Security Issue Report: SECP256k1 bug
Date Occurred: July 15, 2022
Severity: Potentially Very High if exploited on Mainnet
Authors: Iñigo Querejeta Azurmendi
Date of Report: August 17, 2023
Summary of Issue
Actually low (since the issue was detected prior to deployment) but potentially very high if it had been deployed to mainnet
New SECP256k1 Plutus bindings were being introduced in order to support interoperability with other major chains, such as Bitcoin and Ethereum. The intention was to deploy these as part of the Vasil hard-fork. The bindings were considered to be a low-security risk since the underlying library functions were well tested and had been deployed on other blockchains.
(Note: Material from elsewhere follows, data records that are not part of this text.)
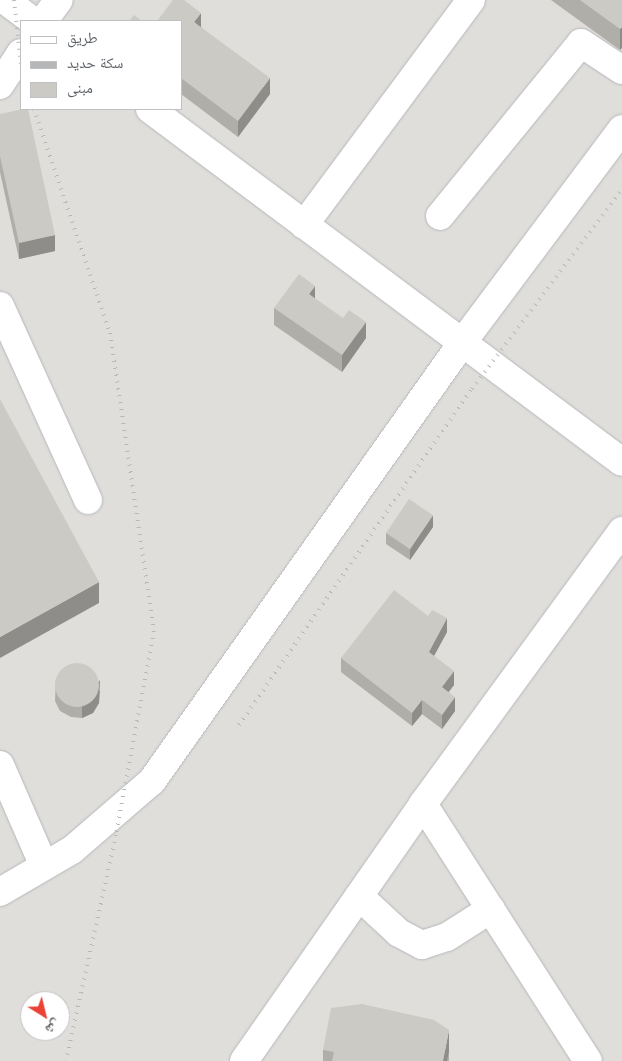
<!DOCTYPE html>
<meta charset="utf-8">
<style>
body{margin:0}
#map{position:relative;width:622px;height:1061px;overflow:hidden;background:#f1efe8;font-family:"PT Sans","Noto Naskh Arabic",sans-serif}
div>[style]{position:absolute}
.industrial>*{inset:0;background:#e0deda}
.roads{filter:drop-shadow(0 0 1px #b5b8bc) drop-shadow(0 0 1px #b5b8bc)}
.minor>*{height:28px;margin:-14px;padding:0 14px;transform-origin:14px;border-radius:14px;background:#fff}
.rail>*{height:4px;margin-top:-2px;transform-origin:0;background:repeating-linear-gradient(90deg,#b6b7b8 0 1px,transparent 0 7px)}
.wall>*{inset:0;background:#afaea9;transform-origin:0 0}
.shaded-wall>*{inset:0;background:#8f8d8a}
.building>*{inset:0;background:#cccac5;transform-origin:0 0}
.round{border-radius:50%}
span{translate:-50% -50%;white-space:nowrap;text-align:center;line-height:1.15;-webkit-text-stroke:5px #fff;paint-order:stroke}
.legend{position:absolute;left:20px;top:20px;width:162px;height:90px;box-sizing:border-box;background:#fff;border:1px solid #bfc1c3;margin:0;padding:6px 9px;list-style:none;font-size:15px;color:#5f6368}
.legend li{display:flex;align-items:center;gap:10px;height:25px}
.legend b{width:25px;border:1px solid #bfc1c3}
.north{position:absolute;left:20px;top:991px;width:50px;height:50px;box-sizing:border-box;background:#fff;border:1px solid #bfc1c3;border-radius:50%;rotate:144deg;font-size:14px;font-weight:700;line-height:20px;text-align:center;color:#5f6368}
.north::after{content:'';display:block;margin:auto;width:18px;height:22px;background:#ea4335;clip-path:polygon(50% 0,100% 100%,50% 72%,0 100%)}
</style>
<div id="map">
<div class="industrial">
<div style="clip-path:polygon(evenodd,0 0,622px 0,622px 1061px,0 1061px,0 0,21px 21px,181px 21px,181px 109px,21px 109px,21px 21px,0 0,30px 1001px,60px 1001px,60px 1031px,30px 1031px,30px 1001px)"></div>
</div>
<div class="roads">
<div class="minor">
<div style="left:5px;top:0;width:35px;rotate:37deg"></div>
<div style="left:43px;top:21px;width:26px;rotate:-53deg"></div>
<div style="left:0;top:85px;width:38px;rotate:-57deg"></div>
<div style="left:150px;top:109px;width:589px;rotate:36.79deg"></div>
<div style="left:440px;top:216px;width:223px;rotate:-50.8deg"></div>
<div style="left:581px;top:43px;width:49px;rotate:33.4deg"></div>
<div style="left:304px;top:225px;width:280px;rotate:-53.4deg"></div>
<div style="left:0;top:306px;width:213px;rotate:65.6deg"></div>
<div style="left:0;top:765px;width:110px;rotate:66.5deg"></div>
<div style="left:423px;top:804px;width:305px;rotate:57.3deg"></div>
<div style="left:0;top:892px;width:83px;rotate:-30.3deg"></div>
<div style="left:72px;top:850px;width:106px;rotate:-40.8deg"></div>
<div style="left:152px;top:781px;width:537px;rotate:-54.71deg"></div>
<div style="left:462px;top:343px;width:267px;rotate:-53.2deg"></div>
<div style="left:359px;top:896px;width:54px;rotate:42.8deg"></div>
<div style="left:399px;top:933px;width:26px;rotate:28deg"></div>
<div style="left:422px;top:945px;width:26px;rotate:-18deg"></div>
<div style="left:447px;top:937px;width:52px;rotate:-32.5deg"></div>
<div style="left:244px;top:1061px;width:313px;rotate:-55.1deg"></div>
<div style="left:423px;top:804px;width:338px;rotate:-53.9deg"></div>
</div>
</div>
<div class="rail">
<div style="left:14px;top:0;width:64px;rotate:83.8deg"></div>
<div style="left:34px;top:109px;width:237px;rotate:71.3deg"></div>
<div style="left:110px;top:333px;width:301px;rotate:81.6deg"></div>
<div style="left:154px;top:631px;width:208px;rotate:100.6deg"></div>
<div style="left:116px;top:835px;width:231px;rotate:102.5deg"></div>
<div style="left:239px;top:725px;width:409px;rotate:-55.3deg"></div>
<div style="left:472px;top:389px;width:250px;rotate:-53.1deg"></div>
</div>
<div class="wall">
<div style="clip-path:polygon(551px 0,622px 0,620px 50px)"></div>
<div style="clip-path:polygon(181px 21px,201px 27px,270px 94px,238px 137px,181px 94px)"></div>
<div style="clip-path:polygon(0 114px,55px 251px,19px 259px,0 172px)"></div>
<div style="clip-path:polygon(315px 299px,366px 338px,342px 372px,274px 325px,274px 308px)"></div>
<div style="clip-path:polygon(433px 527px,410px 560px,386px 544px,386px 533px)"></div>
<div style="clip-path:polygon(447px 632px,434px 656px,454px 685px,449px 692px,455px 711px,442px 729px,422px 714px,412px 726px,341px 672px,341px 658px)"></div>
<div style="clip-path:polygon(56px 678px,100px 691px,99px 703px,93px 713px,82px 718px,71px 717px,60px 711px,55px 701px)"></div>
<div style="left:323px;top:1050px;width:126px;height:11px"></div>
</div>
<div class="shaded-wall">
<div style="clip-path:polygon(201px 13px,201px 29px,194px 22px)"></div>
<div style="clip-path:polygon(622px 27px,622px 48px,620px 50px,620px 29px)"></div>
<div style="clip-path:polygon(270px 78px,270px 94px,238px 137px,238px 121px)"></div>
<div style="clip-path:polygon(55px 235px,55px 251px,19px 259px,19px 243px)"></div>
<div style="clip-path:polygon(315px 286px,315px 302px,309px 294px)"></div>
<div style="clip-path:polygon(366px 322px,366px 338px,342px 372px,342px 355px)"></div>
<div style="clip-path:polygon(433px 515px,433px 527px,410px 560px,410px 548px)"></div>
<div style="clip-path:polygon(99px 582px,99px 603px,0 658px,0 637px)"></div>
<div style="clip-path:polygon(447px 618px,447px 632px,429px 665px,429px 652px)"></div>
<div style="clip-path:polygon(454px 671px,454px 685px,442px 700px,442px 687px)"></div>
<div style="clip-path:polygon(100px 680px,99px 703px,93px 713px,82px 718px,82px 707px)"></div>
<div style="clip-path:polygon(455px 697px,455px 711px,442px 729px,442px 715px)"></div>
<div style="clip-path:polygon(422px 700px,422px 714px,412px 726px,412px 713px)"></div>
<div style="clip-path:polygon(449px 1030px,449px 1051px,447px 1061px,443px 1061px)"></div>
</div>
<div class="building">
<div style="clip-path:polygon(173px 0,184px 0,201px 13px,194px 22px,270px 78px,238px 121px,181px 78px,181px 21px,157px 21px)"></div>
<div style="clip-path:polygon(580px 0,622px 0,622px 27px,620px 29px)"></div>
<div style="clip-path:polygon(134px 15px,142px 21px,129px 21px)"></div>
<div style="clip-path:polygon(23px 109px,28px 109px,55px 235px,19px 243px,0 156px,0 114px)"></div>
<div style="clip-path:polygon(299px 274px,315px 286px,309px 294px,343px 318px,349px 310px,366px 322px,342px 355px,274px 308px)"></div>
<div style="clip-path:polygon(0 399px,99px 582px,0 637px)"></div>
<div style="left:409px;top:499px;width:29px;height:41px;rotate:34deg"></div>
<div style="clip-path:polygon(394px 590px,428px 616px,432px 610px,447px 618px,429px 652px,454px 671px,442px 687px,455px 697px,442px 715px,422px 700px,412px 713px,341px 658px)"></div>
<div class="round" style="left:55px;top:663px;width:44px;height:44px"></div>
<div style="clip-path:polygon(362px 1004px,434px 1020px,449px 1030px,443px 1061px,332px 1061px,334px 1052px,323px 1050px,331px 1008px)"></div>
</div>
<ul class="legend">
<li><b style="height:6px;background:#fff"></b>طريق</li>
<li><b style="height:6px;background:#b6b7b8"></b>سكة حديد</li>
<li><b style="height:14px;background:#cccac5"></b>مبنى</li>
</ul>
<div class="north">ش</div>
</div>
How was the Issue Detected
The issue was detected via specific End-to-End tests that had been commissioned. It was (accidentally) triggered on the Cardano Testnet before a fix could be deployed there.
What Action was Taken
The Cardano Testnet was permanently halted, and new test environments were deployed (Preview and Pre-Prod).
Fixes were applied to prevent the use of the primitives.
A full security audit was carried out on the bindings.
The rollout of the primitives was postponed to a new hard fork (Valentine)
The potential effect was that an adversary might be able to craft invalid Plutus transactions to crash any node, requiring execution of the Cardano disaster recovery plan to revert to a safe state and bypass the transaction.
- Delay to the Vasil hard-fork
- Temporary removal of SECP256k1 primitives
- Additional hard-fork to introduce SECP256k1 primitives
Ongoing Mitigations Needed, if any
Responsibility for Mitigations
Detailed description of Incident
New Plutus secp256k1 cryptographic primitives for Plutus v2 failed to apply the necessary validity checks on the input data, meaning that the primitives could theoretically be used in an unsafe environment. The vulnerability was present in recent node versions (1.35.0 onwards), including ones deployed to Cardano Testnet.
The problem was not in the deserialization functions of the underlying library (Bitcoin's library) but rather that the Haskell functions that implemented the Plutus builtins were not calling them correctly. In particular, the library functions were designed to take structured data as input. However, the Haskell FFI implementation that was produced for the Plutus builtins allowed a caller to pass in (possibly) unstructured data. There were no checks that these data were structured in the correct way. This issue was detected during End-to-End testing.
- This is the ECDSA signature verification algorithm that was used. It takes a SECP256k1_pubkey as input. That type is an opaque type with an expected structure: a parsed and valid public key. It was not immediately obvious that structured data needed to be passed to allow the function to be used safely.
- The same happened with the Schnorr verification function. It takes as input a SECP256k1_xonly_pubkey, which is again an opaque structure that holds a parsed and valid public key.
The FFI skipped checks over these structured keys and directly passed the raw bytes that were given as arguments. If an adversary were to pass in data that was not properly structured, then it could result in unexpected behavior of the library. This could perhaps translate into an adversary being able to crash the nodes that ran these functions. All nodes in the network could be crashed by a single transaction that would then be executed repeatedly, so stalling the network until the disaster recovery process was initiated.
The fix was addressed in this PR. It consisted of using the external representation that the deserialization function expects and running the deserialization prior to signature verification. This was audited by security experts.
- Check all new Plutus bindings for correct use.
- Audit all new Plutus built-in bindings.
- Continue to develop specific End-to-End tests for all new Plutus features.
- Do not assume that any existing library functions are "safe". Treat all external calls circumspectly.